God’s glory rises on us and we glow. Our radiance defeats our darkness. It’s not a posture or pretense. It’s who we are.
Postscript: “Walk in the Light”
I mentioned in an earlier post how this Advent keeps sending me down well-trod musical paths from my youth. As I worked on today’s reflection, I couldn’t shake this glorious rendition of the classic hymn, “Walk in the Light,” by a treasured late friend and musical genius, Thomas Whitfield. I slapped together a quick video, but the beauty—the triumph—is in the song!
WALK IN THE LIGHT
Walk in the light, beautiful light
Come where the dewdrops of mercy shine bright
Oh, shine all around us by day and by night
Jesus is, Jesus is
The Light of the world.
No need to worry, no need to fret
All of my needs Jesus has met
His love protects me from hurt and from harm
Jesus is, Jesus is
The Light of the world.
If the Gospel be hid, It's hid from the lost
Jesus is waiting to look past your faults
Arise and shine, your light has come
Jesus is, Jesus is
The Light of the world.
Jesus is the Light of the world
Jesus is the Light of the world
Jesus is the Light of the world
He's ever shining in my soul
2 comments:
Extarordinary Tim. I have been reading the posts from newest to oldest and my previous comment on fade to black is answered here !!
Brilliant.
I love the way you temper the light with the realism of our lives but you never shirk from the path we have to take ... into the light . Amen to that !

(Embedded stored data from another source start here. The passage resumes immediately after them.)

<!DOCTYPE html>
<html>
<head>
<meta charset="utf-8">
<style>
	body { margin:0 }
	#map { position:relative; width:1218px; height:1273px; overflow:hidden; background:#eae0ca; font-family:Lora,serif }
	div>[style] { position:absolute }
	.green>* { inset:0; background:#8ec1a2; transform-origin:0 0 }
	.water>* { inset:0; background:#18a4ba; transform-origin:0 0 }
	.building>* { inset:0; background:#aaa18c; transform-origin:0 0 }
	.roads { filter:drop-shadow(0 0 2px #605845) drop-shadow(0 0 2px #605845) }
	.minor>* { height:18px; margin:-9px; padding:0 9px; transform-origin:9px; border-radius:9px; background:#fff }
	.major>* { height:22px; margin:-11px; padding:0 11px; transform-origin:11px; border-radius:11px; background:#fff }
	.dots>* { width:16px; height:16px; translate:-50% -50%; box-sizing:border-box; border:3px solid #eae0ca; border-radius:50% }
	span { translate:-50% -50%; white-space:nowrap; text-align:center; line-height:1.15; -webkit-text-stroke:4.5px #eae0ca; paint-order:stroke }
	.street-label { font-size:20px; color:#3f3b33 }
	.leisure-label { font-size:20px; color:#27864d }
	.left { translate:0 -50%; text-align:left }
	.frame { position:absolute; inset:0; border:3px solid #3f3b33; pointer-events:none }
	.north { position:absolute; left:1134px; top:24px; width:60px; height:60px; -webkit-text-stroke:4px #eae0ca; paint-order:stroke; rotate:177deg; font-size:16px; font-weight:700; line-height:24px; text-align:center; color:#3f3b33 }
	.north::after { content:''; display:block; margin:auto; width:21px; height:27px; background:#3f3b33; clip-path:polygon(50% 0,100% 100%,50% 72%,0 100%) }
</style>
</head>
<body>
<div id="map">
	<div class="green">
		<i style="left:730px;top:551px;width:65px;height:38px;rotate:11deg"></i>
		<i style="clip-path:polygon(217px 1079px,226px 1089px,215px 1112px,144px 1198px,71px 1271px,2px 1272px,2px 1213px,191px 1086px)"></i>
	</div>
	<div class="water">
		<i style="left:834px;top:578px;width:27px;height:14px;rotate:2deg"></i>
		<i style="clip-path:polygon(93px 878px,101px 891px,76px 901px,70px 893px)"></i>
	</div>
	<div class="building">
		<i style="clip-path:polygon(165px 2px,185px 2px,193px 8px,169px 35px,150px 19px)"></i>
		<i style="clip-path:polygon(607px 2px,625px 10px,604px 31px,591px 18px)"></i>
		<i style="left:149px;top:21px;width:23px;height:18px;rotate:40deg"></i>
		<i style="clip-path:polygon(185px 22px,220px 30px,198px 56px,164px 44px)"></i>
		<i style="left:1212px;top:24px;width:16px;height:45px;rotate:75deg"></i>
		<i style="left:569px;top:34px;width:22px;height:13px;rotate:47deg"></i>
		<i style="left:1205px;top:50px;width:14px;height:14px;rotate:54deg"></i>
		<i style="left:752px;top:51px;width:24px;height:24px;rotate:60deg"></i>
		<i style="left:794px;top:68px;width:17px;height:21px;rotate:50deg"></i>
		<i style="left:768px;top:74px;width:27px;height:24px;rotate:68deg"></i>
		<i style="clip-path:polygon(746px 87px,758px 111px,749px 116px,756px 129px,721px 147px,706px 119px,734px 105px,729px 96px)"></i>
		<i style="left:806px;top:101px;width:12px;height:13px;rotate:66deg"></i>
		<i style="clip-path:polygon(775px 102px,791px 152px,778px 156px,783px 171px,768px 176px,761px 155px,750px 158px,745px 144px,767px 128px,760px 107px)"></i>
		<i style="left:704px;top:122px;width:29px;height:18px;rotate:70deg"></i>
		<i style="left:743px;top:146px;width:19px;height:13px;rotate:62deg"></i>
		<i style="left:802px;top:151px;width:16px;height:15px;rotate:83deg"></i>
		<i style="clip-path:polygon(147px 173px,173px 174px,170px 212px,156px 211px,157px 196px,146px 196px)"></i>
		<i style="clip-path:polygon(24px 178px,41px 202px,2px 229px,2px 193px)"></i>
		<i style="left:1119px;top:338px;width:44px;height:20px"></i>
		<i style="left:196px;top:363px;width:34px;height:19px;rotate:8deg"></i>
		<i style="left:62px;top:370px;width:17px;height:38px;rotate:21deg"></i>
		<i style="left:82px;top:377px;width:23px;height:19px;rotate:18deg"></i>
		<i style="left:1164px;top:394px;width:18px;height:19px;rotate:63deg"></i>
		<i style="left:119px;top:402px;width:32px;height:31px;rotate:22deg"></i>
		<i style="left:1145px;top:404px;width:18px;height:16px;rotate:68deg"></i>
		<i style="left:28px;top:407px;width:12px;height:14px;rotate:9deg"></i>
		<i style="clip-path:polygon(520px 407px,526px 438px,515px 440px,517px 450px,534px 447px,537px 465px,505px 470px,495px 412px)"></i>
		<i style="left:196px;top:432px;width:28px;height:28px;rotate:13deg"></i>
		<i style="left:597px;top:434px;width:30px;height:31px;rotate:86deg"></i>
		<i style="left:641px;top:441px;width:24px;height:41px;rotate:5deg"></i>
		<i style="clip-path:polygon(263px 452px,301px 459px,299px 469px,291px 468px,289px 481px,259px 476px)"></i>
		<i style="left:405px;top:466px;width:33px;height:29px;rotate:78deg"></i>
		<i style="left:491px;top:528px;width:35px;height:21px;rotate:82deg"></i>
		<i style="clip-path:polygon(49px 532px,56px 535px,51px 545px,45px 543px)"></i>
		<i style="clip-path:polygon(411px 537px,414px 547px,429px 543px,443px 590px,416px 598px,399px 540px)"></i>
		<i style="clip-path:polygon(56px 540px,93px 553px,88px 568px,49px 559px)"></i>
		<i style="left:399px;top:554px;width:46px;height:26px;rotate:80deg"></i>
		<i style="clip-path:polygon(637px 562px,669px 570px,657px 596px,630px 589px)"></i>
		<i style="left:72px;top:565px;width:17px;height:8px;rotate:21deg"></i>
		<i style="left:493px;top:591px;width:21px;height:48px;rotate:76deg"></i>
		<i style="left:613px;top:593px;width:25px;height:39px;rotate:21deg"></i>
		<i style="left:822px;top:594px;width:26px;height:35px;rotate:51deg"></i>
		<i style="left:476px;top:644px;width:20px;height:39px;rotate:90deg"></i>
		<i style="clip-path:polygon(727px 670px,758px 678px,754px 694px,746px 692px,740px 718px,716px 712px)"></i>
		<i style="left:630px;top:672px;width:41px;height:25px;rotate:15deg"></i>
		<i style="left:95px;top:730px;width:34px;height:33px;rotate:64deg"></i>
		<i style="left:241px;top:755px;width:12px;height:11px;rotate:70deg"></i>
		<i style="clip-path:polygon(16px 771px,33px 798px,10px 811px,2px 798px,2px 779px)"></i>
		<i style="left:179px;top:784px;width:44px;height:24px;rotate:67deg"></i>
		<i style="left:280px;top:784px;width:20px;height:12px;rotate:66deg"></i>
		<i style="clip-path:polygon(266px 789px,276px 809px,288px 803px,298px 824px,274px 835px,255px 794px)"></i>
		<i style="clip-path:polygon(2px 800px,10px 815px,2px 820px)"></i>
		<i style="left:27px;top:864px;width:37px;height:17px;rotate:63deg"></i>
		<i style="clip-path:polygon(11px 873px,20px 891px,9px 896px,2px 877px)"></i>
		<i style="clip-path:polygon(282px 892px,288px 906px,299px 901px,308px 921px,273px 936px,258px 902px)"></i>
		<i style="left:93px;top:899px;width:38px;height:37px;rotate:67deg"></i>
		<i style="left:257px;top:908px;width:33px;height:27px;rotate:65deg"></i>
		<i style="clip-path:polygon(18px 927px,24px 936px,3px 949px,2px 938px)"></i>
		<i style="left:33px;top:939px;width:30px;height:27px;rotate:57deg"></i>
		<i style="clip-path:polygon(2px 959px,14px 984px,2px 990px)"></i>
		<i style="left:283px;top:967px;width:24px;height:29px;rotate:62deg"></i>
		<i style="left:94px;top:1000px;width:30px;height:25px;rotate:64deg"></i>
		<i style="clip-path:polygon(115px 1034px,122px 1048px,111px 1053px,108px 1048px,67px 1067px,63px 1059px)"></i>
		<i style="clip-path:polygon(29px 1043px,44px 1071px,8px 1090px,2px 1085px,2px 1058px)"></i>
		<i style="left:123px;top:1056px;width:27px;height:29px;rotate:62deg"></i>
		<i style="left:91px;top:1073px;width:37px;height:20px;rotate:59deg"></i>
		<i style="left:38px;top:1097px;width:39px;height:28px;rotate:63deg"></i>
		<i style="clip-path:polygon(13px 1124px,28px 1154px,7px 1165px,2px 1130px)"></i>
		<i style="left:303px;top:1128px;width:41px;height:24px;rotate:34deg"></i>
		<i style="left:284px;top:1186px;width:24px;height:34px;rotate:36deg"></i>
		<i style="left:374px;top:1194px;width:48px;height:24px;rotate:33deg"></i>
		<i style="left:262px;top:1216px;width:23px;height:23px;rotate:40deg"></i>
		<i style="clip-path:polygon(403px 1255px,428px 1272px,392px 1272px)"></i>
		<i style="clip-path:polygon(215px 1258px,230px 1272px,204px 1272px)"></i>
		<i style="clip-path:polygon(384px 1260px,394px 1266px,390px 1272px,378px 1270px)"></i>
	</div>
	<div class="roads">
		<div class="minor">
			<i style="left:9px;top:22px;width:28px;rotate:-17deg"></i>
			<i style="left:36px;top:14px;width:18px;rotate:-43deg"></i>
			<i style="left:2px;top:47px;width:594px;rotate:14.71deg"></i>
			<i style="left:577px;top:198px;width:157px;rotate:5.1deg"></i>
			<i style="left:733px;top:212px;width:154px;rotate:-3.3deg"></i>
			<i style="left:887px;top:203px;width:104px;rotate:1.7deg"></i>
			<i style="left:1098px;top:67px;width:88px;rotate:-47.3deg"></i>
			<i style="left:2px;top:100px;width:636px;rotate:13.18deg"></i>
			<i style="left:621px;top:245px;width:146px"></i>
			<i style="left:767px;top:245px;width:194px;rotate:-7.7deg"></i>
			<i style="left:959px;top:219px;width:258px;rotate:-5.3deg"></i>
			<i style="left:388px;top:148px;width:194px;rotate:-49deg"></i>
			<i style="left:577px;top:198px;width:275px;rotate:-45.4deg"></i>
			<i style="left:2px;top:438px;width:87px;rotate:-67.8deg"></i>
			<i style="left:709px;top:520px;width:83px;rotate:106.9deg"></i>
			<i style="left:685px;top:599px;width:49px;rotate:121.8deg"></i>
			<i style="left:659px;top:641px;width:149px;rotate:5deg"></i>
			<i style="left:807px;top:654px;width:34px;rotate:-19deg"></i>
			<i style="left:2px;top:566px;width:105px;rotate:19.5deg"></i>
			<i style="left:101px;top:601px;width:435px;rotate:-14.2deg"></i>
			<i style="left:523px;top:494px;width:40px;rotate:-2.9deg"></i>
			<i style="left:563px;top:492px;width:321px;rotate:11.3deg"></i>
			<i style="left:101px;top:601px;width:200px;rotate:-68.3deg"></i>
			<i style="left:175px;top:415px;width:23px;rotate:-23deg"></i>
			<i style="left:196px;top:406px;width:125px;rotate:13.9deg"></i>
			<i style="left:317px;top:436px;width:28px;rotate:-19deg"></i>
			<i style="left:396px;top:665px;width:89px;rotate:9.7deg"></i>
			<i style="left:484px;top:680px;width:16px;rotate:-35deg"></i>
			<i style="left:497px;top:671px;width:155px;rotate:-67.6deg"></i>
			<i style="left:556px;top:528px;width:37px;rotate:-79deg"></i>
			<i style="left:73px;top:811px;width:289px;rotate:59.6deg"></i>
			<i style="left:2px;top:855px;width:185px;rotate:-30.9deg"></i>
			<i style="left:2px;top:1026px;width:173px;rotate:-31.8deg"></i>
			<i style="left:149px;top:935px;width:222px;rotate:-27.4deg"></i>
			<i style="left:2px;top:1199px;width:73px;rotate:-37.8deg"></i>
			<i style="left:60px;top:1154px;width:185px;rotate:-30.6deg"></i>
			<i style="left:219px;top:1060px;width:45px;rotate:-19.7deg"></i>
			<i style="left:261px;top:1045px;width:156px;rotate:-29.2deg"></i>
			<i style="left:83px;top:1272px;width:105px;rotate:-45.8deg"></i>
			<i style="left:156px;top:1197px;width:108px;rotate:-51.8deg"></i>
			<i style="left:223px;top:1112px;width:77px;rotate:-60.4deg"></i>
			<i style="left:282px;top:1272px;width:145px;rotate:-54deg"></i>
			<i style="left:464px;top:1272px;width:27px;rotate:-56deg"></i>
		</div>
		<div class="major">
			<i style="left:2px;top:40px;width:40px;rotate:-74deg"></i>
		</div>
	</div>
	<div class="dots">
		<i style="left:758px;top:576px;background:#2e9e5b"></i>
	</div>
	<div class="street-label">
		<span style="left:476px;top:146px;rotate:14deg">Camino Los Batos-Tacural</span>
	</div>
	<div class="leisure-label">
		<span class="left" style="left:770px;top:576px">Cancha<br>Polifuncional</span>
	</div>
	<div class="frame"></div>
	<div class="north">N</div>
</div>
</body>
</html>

Now that I read them back-to-back, Phil, they do seem to be all of a piece, don't they?
My folks taught us when the Word consistently steers us in the same or a similar direction, it's time to sit up and take notice. The Spirit's saying something to you right now, where you are, they stressed.
I'm so grateful you pointed this out. It's been a little wacky for me lately and I doubt I would have picked up on it. I've got some serious listening and praying to do!